The Giants' Trail - a UNESCO World Heritage Site

Only the very beginning of the Bridge of the Giants, consisting of hexagonal basalt columns, which is included in the UNESCO World Heritage List and is one of the wonders of nature, has survived to this day.

Carrickfergus Castle.

One of the few examples of medieval fortifications in Northern Ireland, which has survived to this day in almost its original form. The castle is the main and only attraction of the city of the same name, located nearby. Today, Carrickfergus Castle is one of the country's largest centers for the study of the Middle Ages.

The castle appeared in the XII century, its appearance became a certain stage in the development of the British Isles. The castle was built by the Anglo-Norman tribes, hence the very unusual name for the fort and the city that arose years later. According to the hypotheses of historians, the founders of the castle were faced with the task of making it as impregnable as possible, which was embodied during the years of construction. The castle was built on a sheer cliff, which at that time completely excluded capture from the sea, and Belfast Lough became the most defensive bay in the country. All the towers of the castle were built from the strongest basalt and sandstone mined nearby, relatively high for that time walls of 20 meters reached a thickness of up to four meters, which made the castle invulnerable even to cannon fire. A kind of pride of the castle was a unique defense against ground attacks, nicknamed by the enemies "death hole". The hole is a gateway above the main gate of the castle, disguised as the color of the wall.

At the moment of breaking through the gates or deliberately deceiving the enemy, unsuspecting infantrymen received a stream of boiling resin, oil or a pile of sharp stones on their heads. The path to retreat was cut off by a slamming secret grate. The principle of operation of the "hole of death" is shown to all sightseers, which causes regular applause. In addition to a sightseeing visit to the castle, you can book a walk along the bay, which allows you to view the walls of the fortress from different angles. Also inside the castle, costumed performances on the theme of life in the Middle Ages are very often held. Anyone can take part in them, as well as be in the role of a spectator. City of Carrickfergus this moment completely focused on the tourism business, the flow of tourists from all over the world cannot be called colossal, but due to inexpensive prices for local infrastructure, there is a certain demand.

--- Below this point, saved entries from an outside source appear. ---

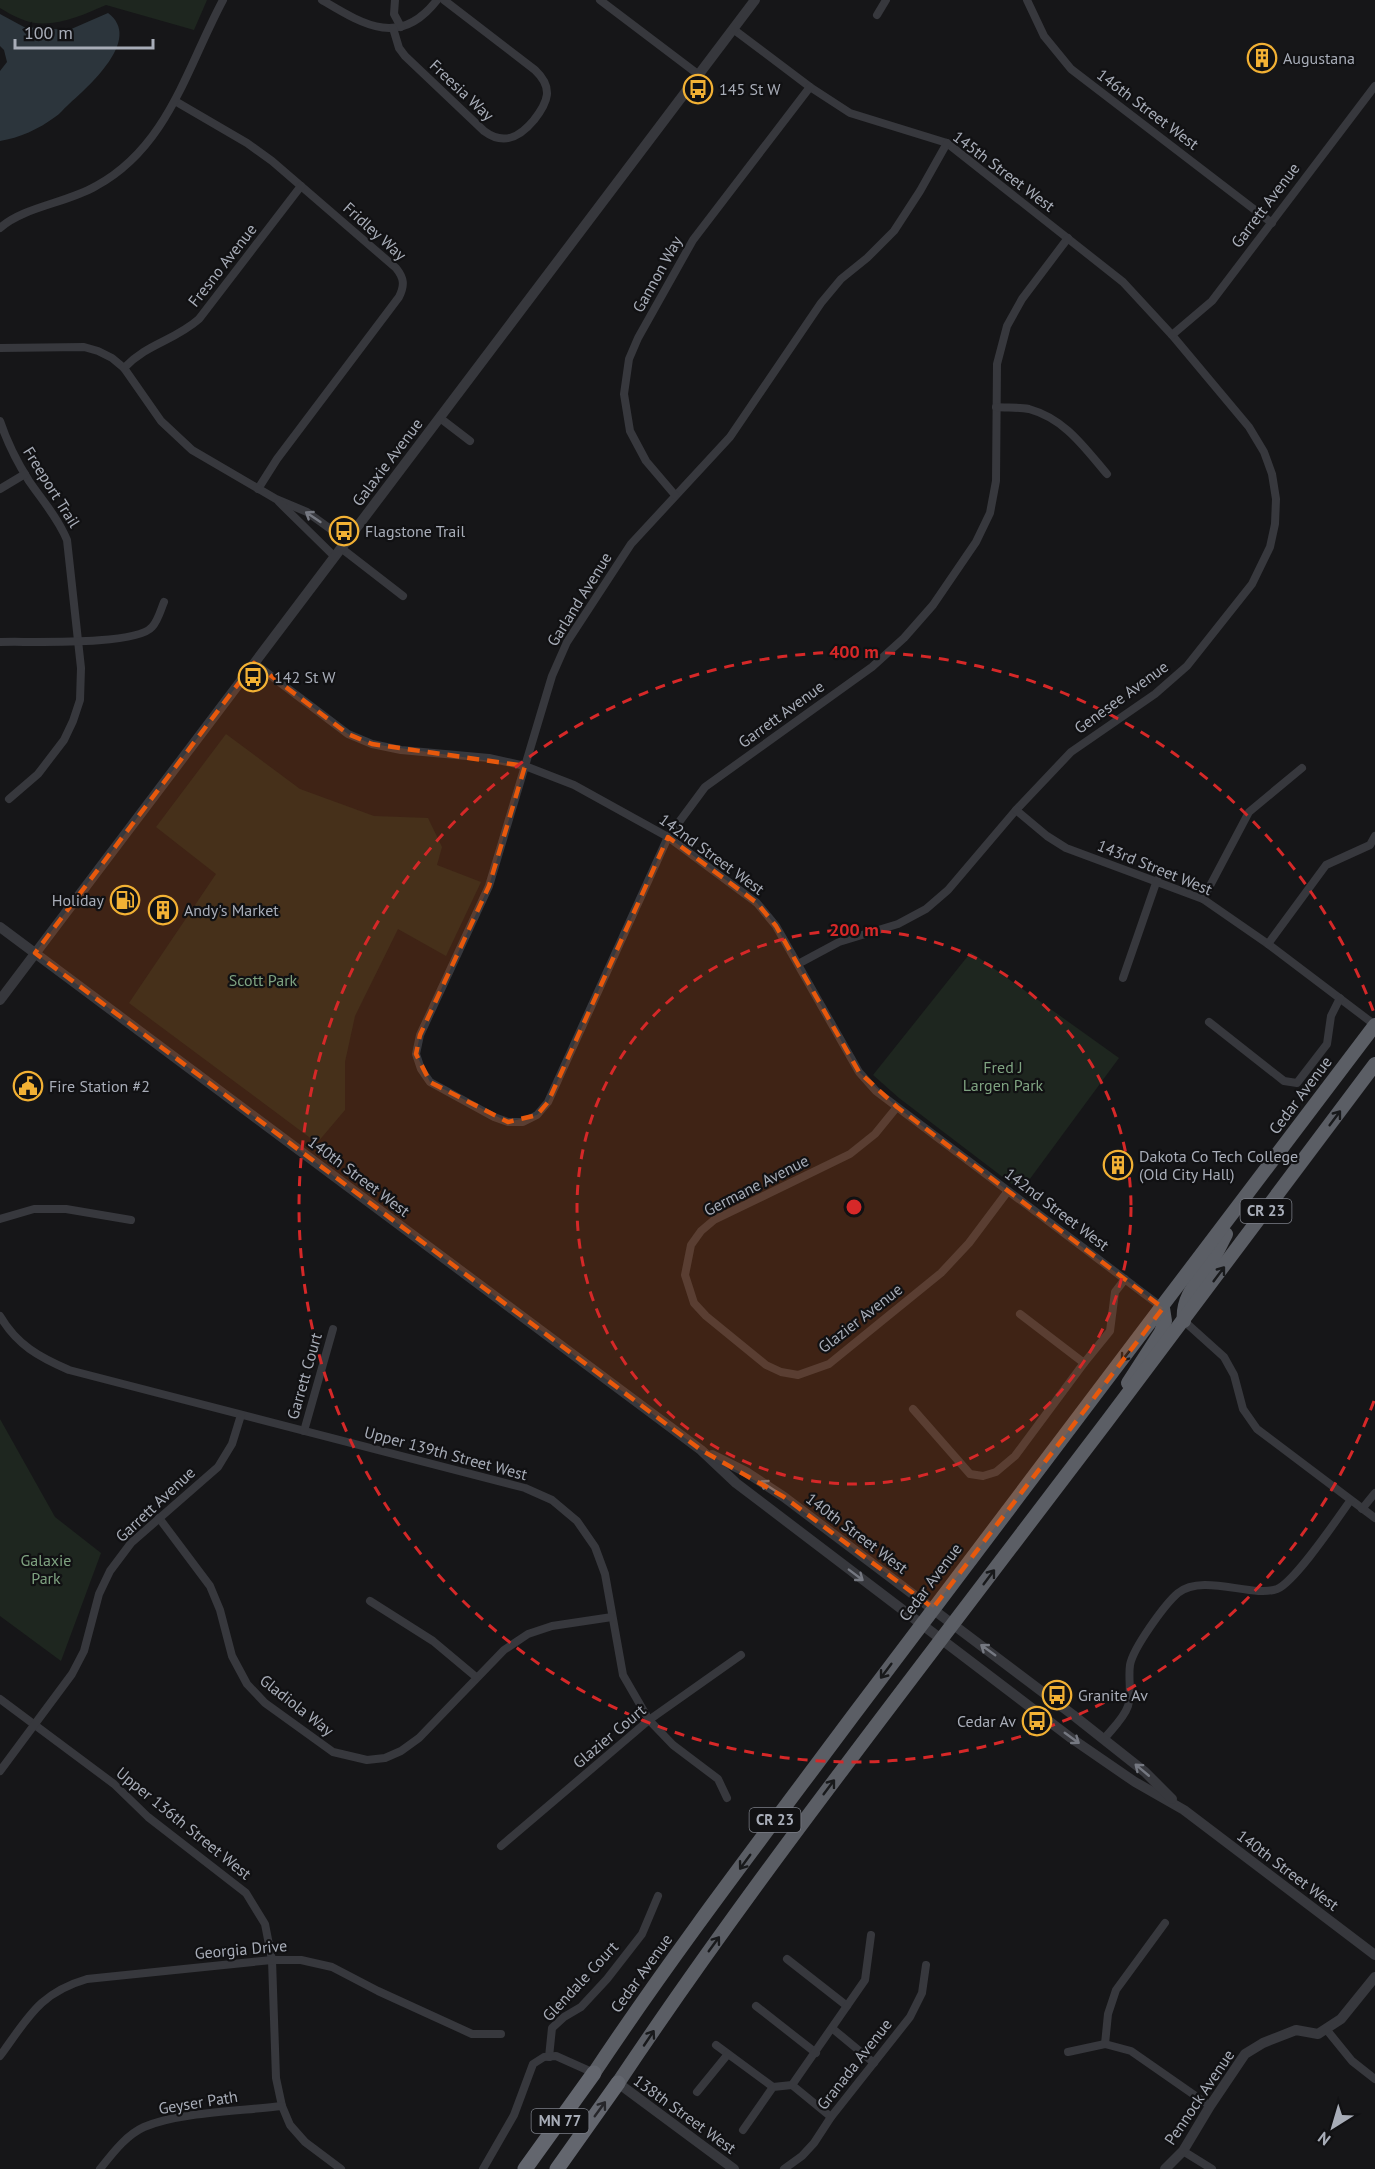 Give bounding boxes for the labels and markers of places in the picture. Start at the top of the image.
building icon: Augustana [1246,42,1278,74]
place label: Augustana [1283,48,1355,68]
bus stop icon: 145 St W [682,73,714,105]
place label: 145 St W [719,79,781,99]
bus stop icon: Flagstone Trail [328,515,360,547]
place label: Flagstone Trail [365,521,466,541]
bus stop icon: 142 St W [237,661,269,693]
place label: 142 St W [274,667,336,687]
fuel station icon: Holiday [109,884,141,916]
place label: Holiday [52,890,105,910]
building icon: Andy's Market [147,894,179,926]
place label: Andy's Market [184,900,279,920]
public building icon: Fire Station #2 [12,1070,44,1102]
place label: Fire Station #2 [49,1076,150,1096]
place label: Dakota Co Tech College (Old City Hall) [1139,1146,1298,1184]
building icon: Dakota Co Tech College (Old City Hall) [1102,1149,1134,1181]
centre of rings [844,1197,864,1217]
bus stop icon: Granite Av [1041,1679,1073,1711]
place label: Granite Av [1078,1685,1148,1705]
bus stop icon: Cedar Av [1021,1705,1053,1737]
place label: Cedar Av [957,1711,1016,1731]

There are many Russians among the visitors of the city and the castle, which forced local entrepreneurs to create printed materials in Russian in souvenir shops - guides, booklets, memorable books about the city and the history of the castle.

Enniskillen Castle is one of the Northern Irish castles that has survived almost in its original form. The castle is located in the county of Fermanagh, which is on the border with Ireland, and is the main sightseeing attraction of this region. Despite enough rich history, Enniskillen Castle does not have an exact date of its foundation - all ancient documents were destroyed during numerous military operations in the county. Nevertheless, it is officially accepted that the castle was founded at the very beginning of the 15th century by the Scottish Maguire clan.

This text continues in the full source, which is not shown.